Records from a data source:
★ ★ ★ ★
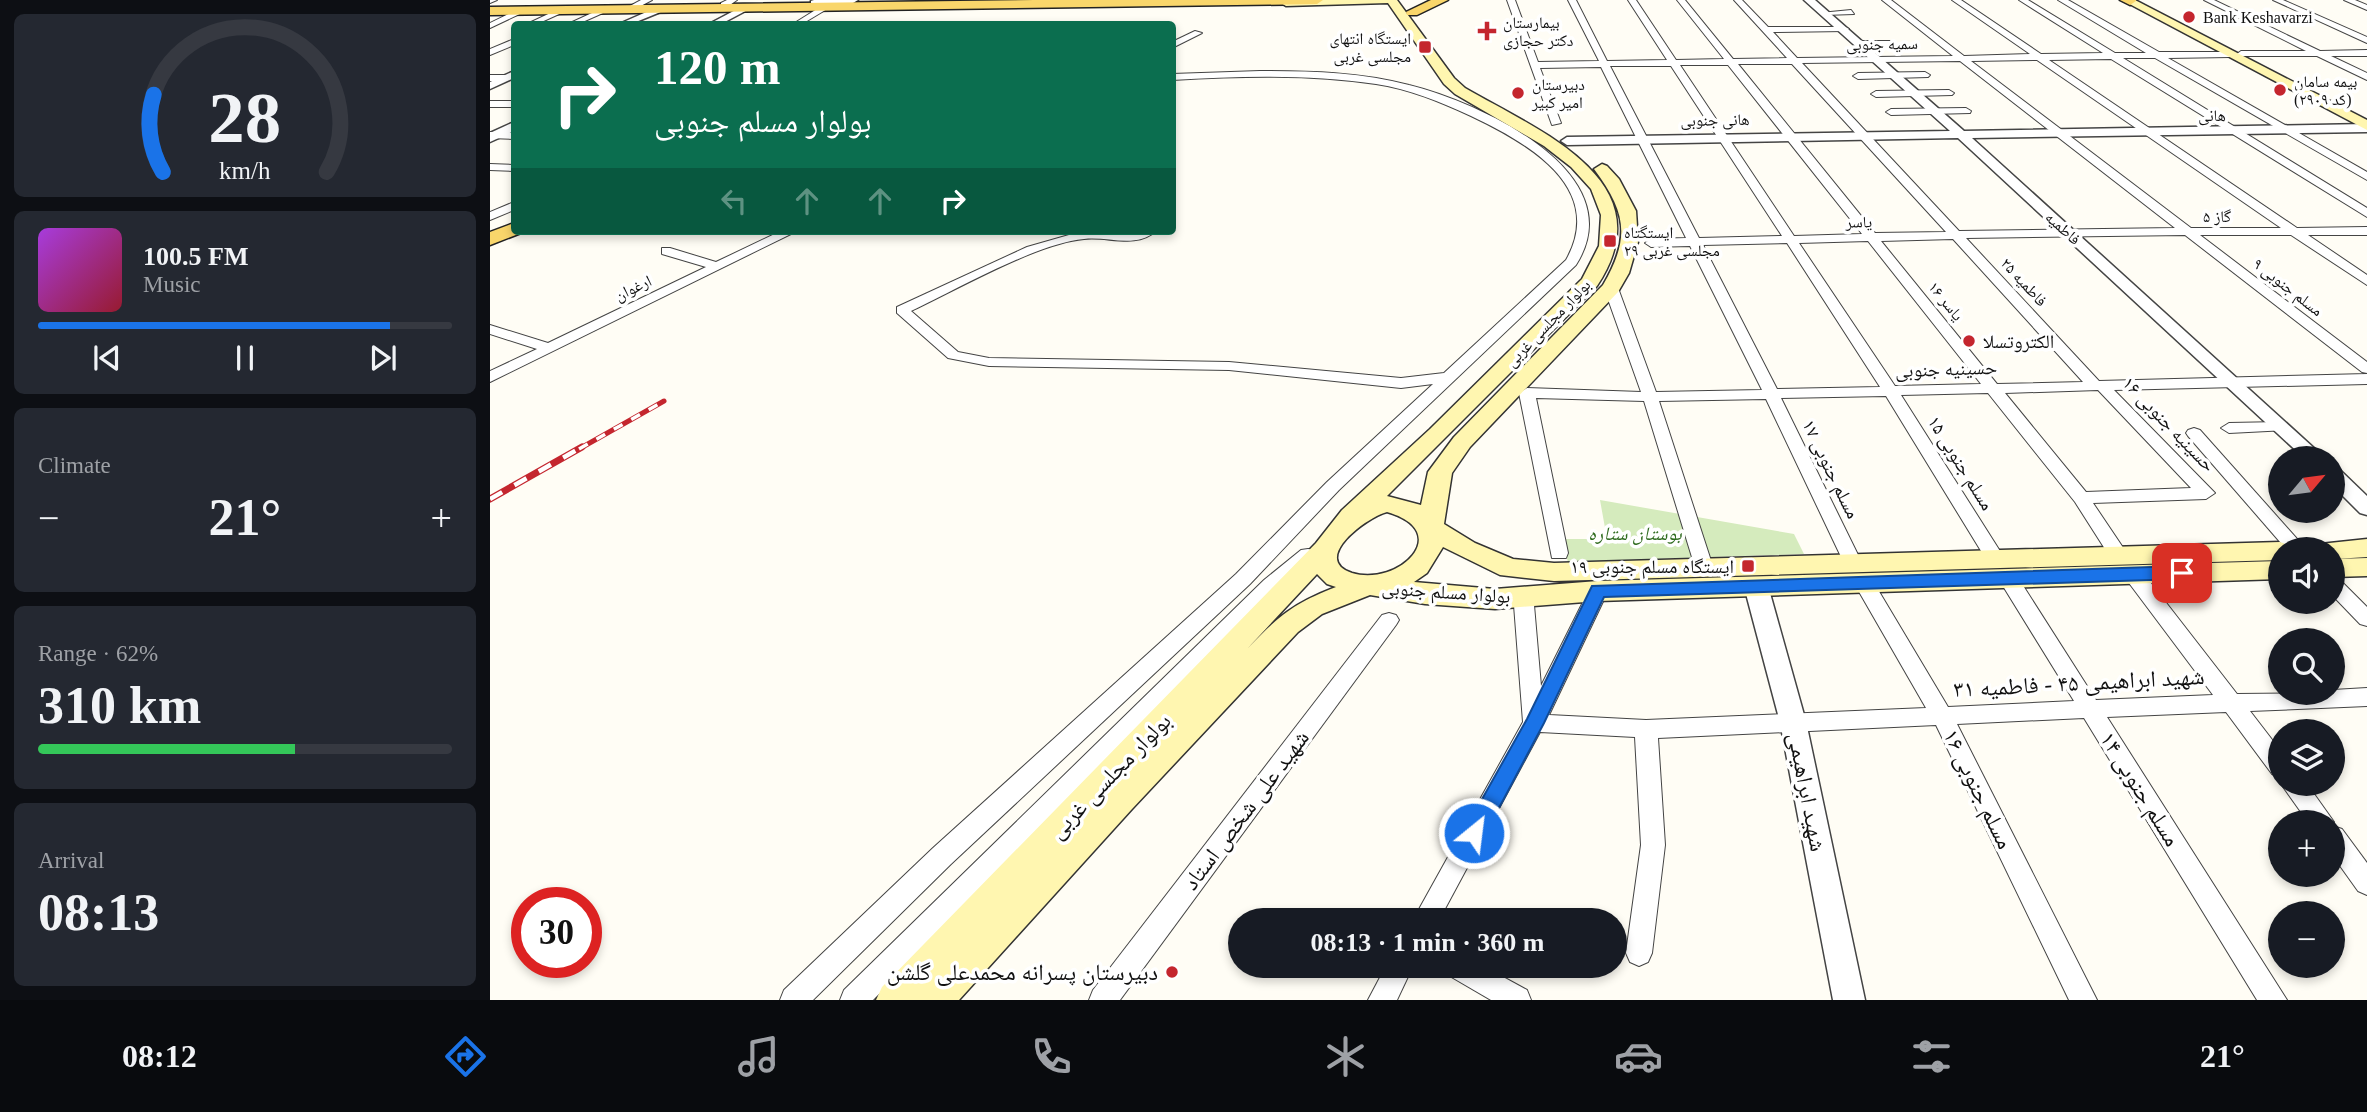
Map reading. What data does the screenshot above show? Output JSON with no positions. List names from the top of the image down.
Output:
{
  "streets": {
    "main road": ["بولوار مجلسی غربی", "بولوار مسلم جنوبی"],
    "street": [
      "سمیه جنوبی",
      "هانی",
      "هانی جنوبی",
      "گاز ۵",
      "یاسر",
      "فاطمیه",
      "فاطمیه ۲۵",
      "مسلم جنوبی ۹",
      "ارغوان",
      "یاسر ۱۶",
      "حسینیه جنوبی",
      "حسینیه جنوبی ۱۶",
      "مسلم جنوبی ۱۵",
      "مسلم جنوبی ۱۷",
      "شهید ابراهیمی ۴۵ - فاطمیه ۳۱",
      "مسلم جنوبی ۱۶",
      "مسلم جنوبی ۱۴",
      "شهید ابراهیمی",
      "شهید علی شخص استاد"
    ]
  },
  "crossings": [
    ["سمیه جنوبی", "فاطمیه"],
    ["سمیه جنوبی", "فاطمیه ۲۵"],
    ["سمیه جنوبی", "مسلم جنوبی ۹"],
    ["سمیه جنوبی", "یاسر ۱۶"],
    ["سمیه جنوبی", "مسلم جنوبی ۱۵"],
    ["سمیه جنوبی", "مسلم جنوبی ۱۷"],
    ["هانی", "هانی جنوبی"],
    ["هانی", "فاطمیه"],
    ["هانی", "مسلم جنوبی ۹"],
    ["هانی جنوبی", "فاطمیه"],
    ["هانی جنوبی", "فاطمیه ۲۵"],
    ["هانی جنوبی", "یاسر ۱۶"],
    ["هانی جنوبی", "بولوار مجلسی غربی"],
    ["هانی جنوبی", "مسلم جنوبی ۱۵"],
    ["هانی جنوبی", "مسلم جنوبی ۱۷"],
    ["گاز ۵", "یاسر"],
    ["گاز ۵", "فاطمیه"],
    ["گاز ۵", "مسلم جنوبی ۹"],
    ["یاسر", "فاطمیه"],
    ["یاسر", "فاطمیه ۲۵"],
    ["یاسر", "یاسر ۱۶"],
    ["یاسر", "مسلم جنوبی ۱۵"],
    ["یاسر", "مسلم جنوبی ۱۷"],
    ["فاطمیه", "حسینیه جنوبی"],
    ["فاطمیه ۲۵", "حسینیه جنوبی"],
    ["فاطمیه ۲۵", "حسینیه جنوبی ۱۶"],
    ["یاسر ۱۶", "حسینیه جنوبی"],
    ["بولوار مجلسی غربی", "بولوار مسلم جنوبی"],
    ["حسینیه جنوبی", "حسینیه جنوبی ۱۶"],
    ["حسینیه جنوبی", "مسلم جنوبی ۱۵"],
    ["حسینیه جنوبی", "مسلم جنوبی ۱۷"],
    ["مسلم جنوبی ۱۵", "بولوار مسلم جنوبی"],
    ["مسلم جنوبی ۱۵", "مسلم جنوبی ۱۴"],
    ["مسلم جنوبی ۱۷", "بولوار مسلم جنوبی"],
    ["مسلم جنوبی ۱۷", "مسلم جنوبی ۱۶"],
    ["بولوار مسلم جنوبی", "مسلم جنوبی ۱۶"],
    ["بولوار مسلم جنوبی", "مسلم جنوبی ۱۴"],
    ["بولوار مسلم جنوبی", "شهید ابراهیمی"],
    ["شهید ابراهیمی ۴۵ - فاطمیه ۳۱", "مسلم جنوبی ۱۶"],
    ["شهید ابراهیمی ۴۵ - فاطمیه ۳۱", "مسلم جنوبی ۱۴"],
    ["شهید ابراهیمی ۴۵ - فاطمیه ۳۱", "شهید ابراهیمی"]
  ],
  "parks": ["بوستان ستاره"],
  "places": {
    "other": [
      "Bank Keshavarzi",
      "بیمه سامان (کد ۲۹۰۹)",
      "دبیرستان امیر کبیر",
      "الکتروتسلا",
      "دبیرستان پسرانه محمدعلی گلشن"
    ],
    "health": ["بیمارستان دکتر حجازی"],
    "transit": ["ایستگاه انتهای مجلسی غربی", "ایستگتاه مجلسی غربی ۲۹", "ایستگاه مسلم جنوبی ۱۹"]
  },
  "north": "top right",
  "page": {
    "turn": ["120 m", "بولوار مسلم جنوبی"],
    "song": ["100.5 FM", "Music"],
    "tile": [
      "Climate",
      ["Range · 62%", "310 km"],
      ["Arrival", "08:13"]
    ],
    "map_buttons": ["+", "−"],
    "heat": ["−", "21°", "+"],
    "limit": "30",
    "trip": "08:13 · 1 min · 360 m",
    "tabs": ["08:12", "21°"],
    "gauge": ["28", "km/h"]
  }
}
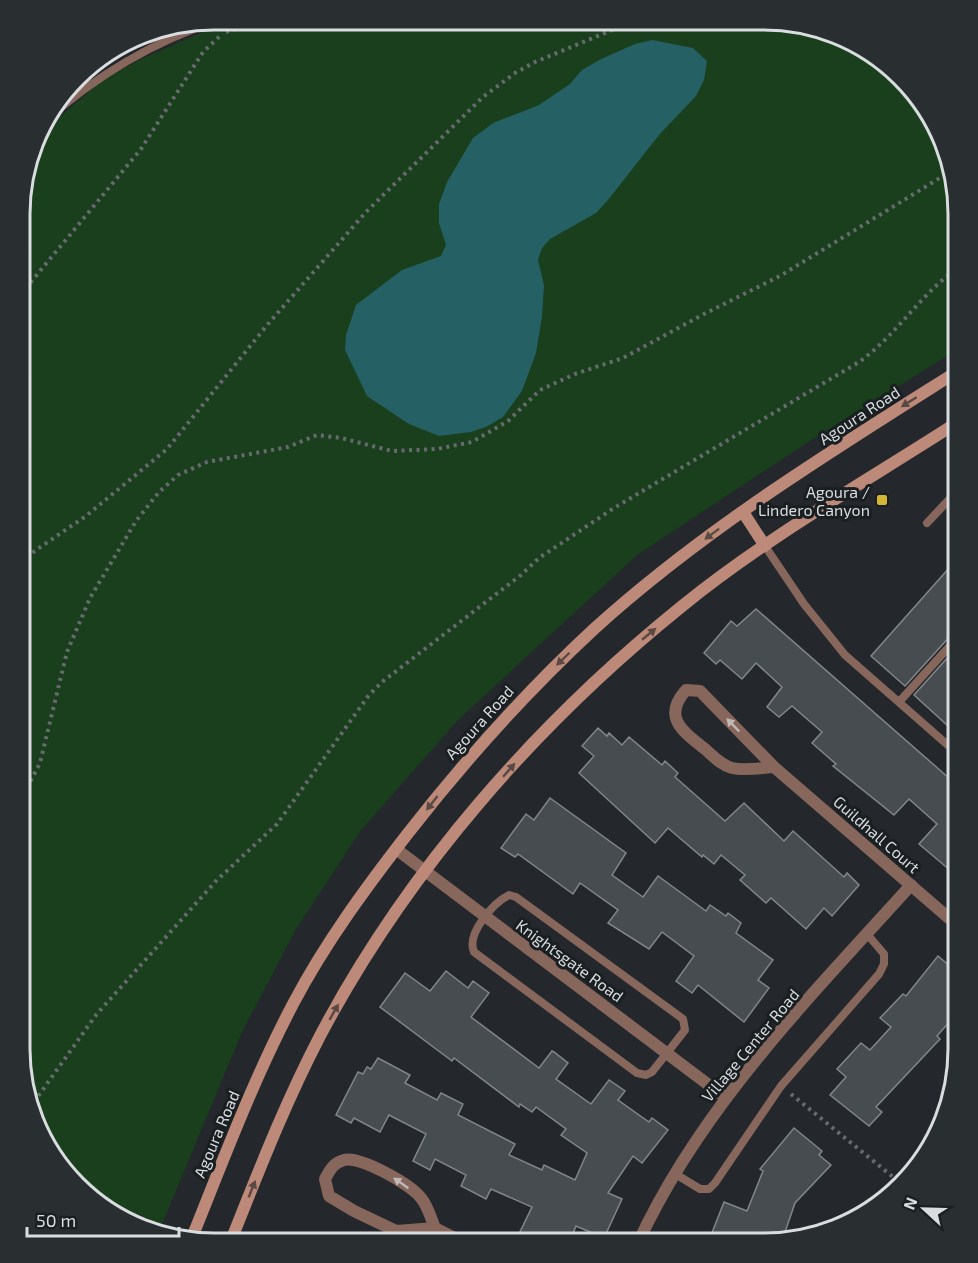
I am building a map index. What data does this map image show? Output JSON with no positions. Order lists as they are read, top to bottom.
{
  "streets": {
    "main road": ["Agoura Road"],
    "street": ["Guildhall Court", "Knightsgate Road", "Village Center Road"]
  },
  "crossings": [
    ["Agoura Road", "Knightsgate Road"],
    ["Guildhall Court", "Village Center Road"],
    ["Knightsgate Road", "Village Center Road"]
  ],
  "places": {
    "transit": ["Agoura / Lindero Canyon"]
  },
  "scale_bar": "50 m",
  "north": "left"
}
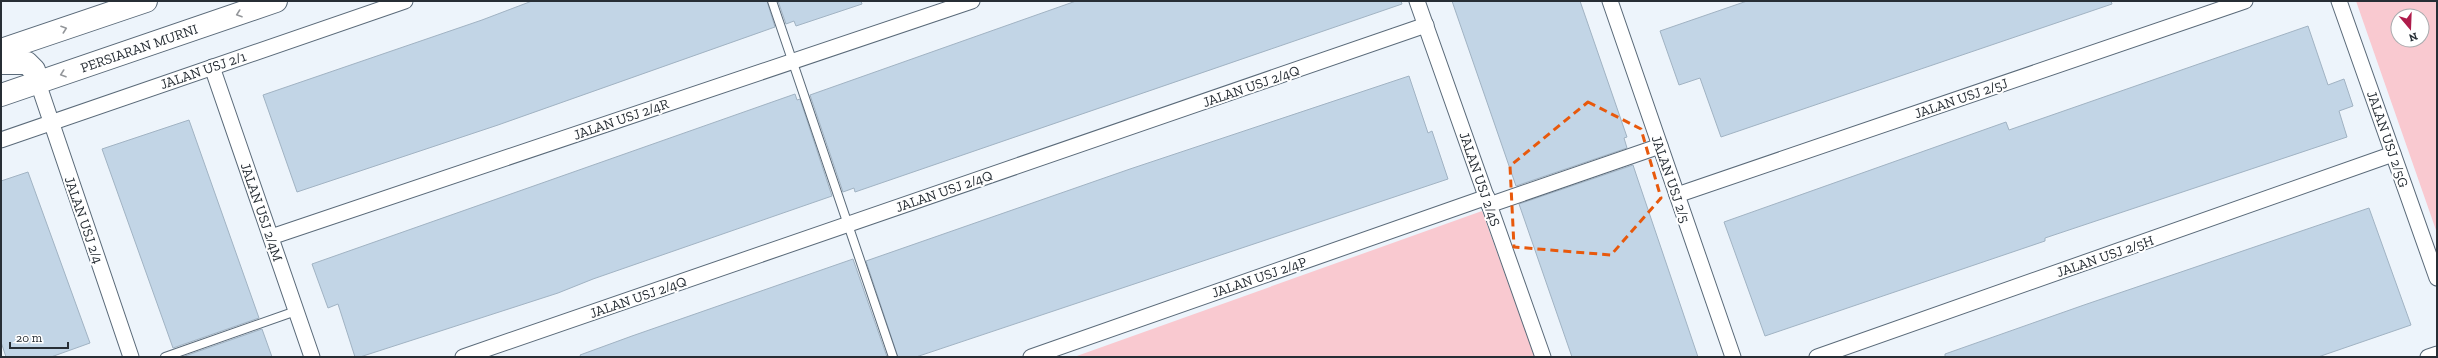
★ ★ ★ ★
* REQUIRED ACTION *
The result should be a word-for-word restatement of all the data, without images.

* ANSWER TO THE EXERCISE *
Map reading. What data does the screenshot above show? Output JSON with no positions. List names from the top of the image down.
Output:
{
  "streets": {
    "main road": ["بولوار مجلسی غربی", "بولوار مسلم جنوبی"],
    "street": [
      "سمیه جنوبی",
      "هانی",
      "هانی جنوبی",
      "گاز ۵",
      "یاسر",
      "فاطمیه",
      "فاطمیه ۲۵",
      "مسلم جنوبی ۹",
      "ارغوان",
      "یاسر ۱۶",
      "حسینیه جنوبی",
      "حسینیه جنوبی ۱۶",
      "مسلم جنوبی ۱۵",
      "مسلم جنوبی ۱۷",
      "شهید ابراهیمی ۴۵ - فاطمیه ۳۱",
      "مسلم جنوبی ۱۶",
      "مسلم جنوبی ۱۴",
      "شهید ابراهیمی",
      "شهید علی شخص استاد"
    ]
  },
  "crossings": [
    ["سمیه جنوبی", "فاطمیه"],
    ["سمیه جنوبی", "فاطمیه ۲۵"],
    ["سمیه جنوبی", "مسلم جنوبی ۹"],
    ["سمیه جنوبی", "یاسر ۱۶"],
    ["سمیه جنوبی", "مسلم جنوبی ۱۵"],
    ["سمیه جنوبی", "مسلم جنوبی ۱۷"],
    ["هانی", "هانی جنوبی"],
    ["هانی", "فاطمیه"],
    ["هانی", "مسلم جنوبی ۹"],
    ["هانی جنوبی", "فاطمیه"],
    ["هانی جنوبی", "فاطمیه ۲۵"],
    ["هانی جنوبی", "یاسر ۱۶"],
    ["هانی جنوبی", "بولوار مجلسی غربی"],
    ["هانی جنوبی", "مسلم جنوبی ۱۵"],
    ["هانی جنوبی", "مسلم جنوبی ۱۷"],
    ["گاز ۵", "یاسر"],
    ["گاز ۵", "فاطمیه"],
    ["گاز ۵", "مسلم جنوبی ۹"],
    ["یاسر", "فاطمیه"],
    ["یاسر", "فاطمیه ۲۵"],
    ["یاسر", "یاسر ۱۶"],
    ["یاسر", "مسلم جنوبی ۱۵"],
    ["یاسر", "مسلم جنوبی ۱۷"],
    ["فاطمیه", "حسینیه جنوبی"],
    ["فاطمیه ۲۵", "حسینیه جنوبی"],
    ["فاطمیه ۲۵", "حسینیه جنوبی ۱۶"],
    ["یاسر ۱۶", "حسینیه جنوبی"],
    ["بولوار مجلسی غربی", "بولوار مسلم جنوبی"],
    ["حسینیه جنوبی", "حسینیه جنوبی ۱۶"],
    ["حسینیه جنوبی", "مسلم جنوبی ۱۵"],
    ["حسینیه جنوبی", "مسلم جنوبی ۱۷"],
    ["مسلم جنوبی ۱۵", "بولوار مسلم جنوبی"],
    ["مسلم جنوبی ۱۵", "مسلم جنوبی ۱۴"],
    ["مسلم جنوبی ۱۷", "بولوار مسلم جنوبی"],
    ["مسلم جنوبی ۱۷", "مسلم جنوبی ۱۶"],
    ["بولوار مسلم جنوبی", "مسلم جنوبی ۱۶"],
    ["بولوار مسلم جنوبی", "مسلم جنوبی ۱۴"],
    ["بولوار مسلم جنوبی", "شهید ابراهیمی"],
    ["شهید ابراهیمی ۴۵ - فاطمیه ۳۱", "مسلم جنوبی ۱۶"],
    ["شهید ابراهیمی ۴۵ - فاطمیه ۳۱", "مسلم جنوبی ۱۴"],
    ["شهید ابراهیمی ۴۵ - فاطمیه ۳۱", "شهید ابراهیمی"]
  ],
  "parks": ["بوستان ستاره"],
  "places": {
    "other": [
      "Bank Keshavarzi",
      "بیمه سامان (کد ۲۹۰۹)",
      "دبیرستان امیر کبیر",
      "الکتروتسلا",
      "دبیرستان پسرانه محمدعلی گلشن"
    ],
    "health": ["بیمارستان دکتر حجازی"],
    "transit": ["ایستگاه انتهای مجلسی غربی", "ایستگتاه مجلسی غربی ۲۹", "ایستگاه مسلم جنوبی ۱۹"]
  },
  "north": "top right",
  "page": {
    "turn": ["120 m", "بولوار مسلم جنوبی"],
    "song": ["100.5 FM", "Music"],
    "tile": [
      "Climate",
      ["Range · 62%", "310 km"],
      ["Arrival", "08:13"]
    ],
    "map_buttons": ["+", "−"],
    "heat": ["−", "21°", "+"],
    "limit": "30",
    "trip": "08:13 · 1 min · 360 m",
    "tabs": ["08:12", "21°"],
    "gauge": ["28", "km/h"]
  }
}
I am building a map index. What data does this map image show? Output JSON with no positions. Order lists as they are read, top to bottom.
{
  "streets": {
    "main road": ["Agoura Road"],
    "street": ["Guildhall Court", "Knightsgate Road", "Village Center Road"]
  },
  "crossings": [
    ["Agoura Road", "Knightsgate Road"],
    ["Guildhall Court", "Village Center Road"],
    ["Knightsgate Road", "Village Center Road"]
  ],
  "places": {
    "transit": ["Agoura / Lindero Canyon"]
  },
  "scale_bar": "50 m",
  "north": "left"
}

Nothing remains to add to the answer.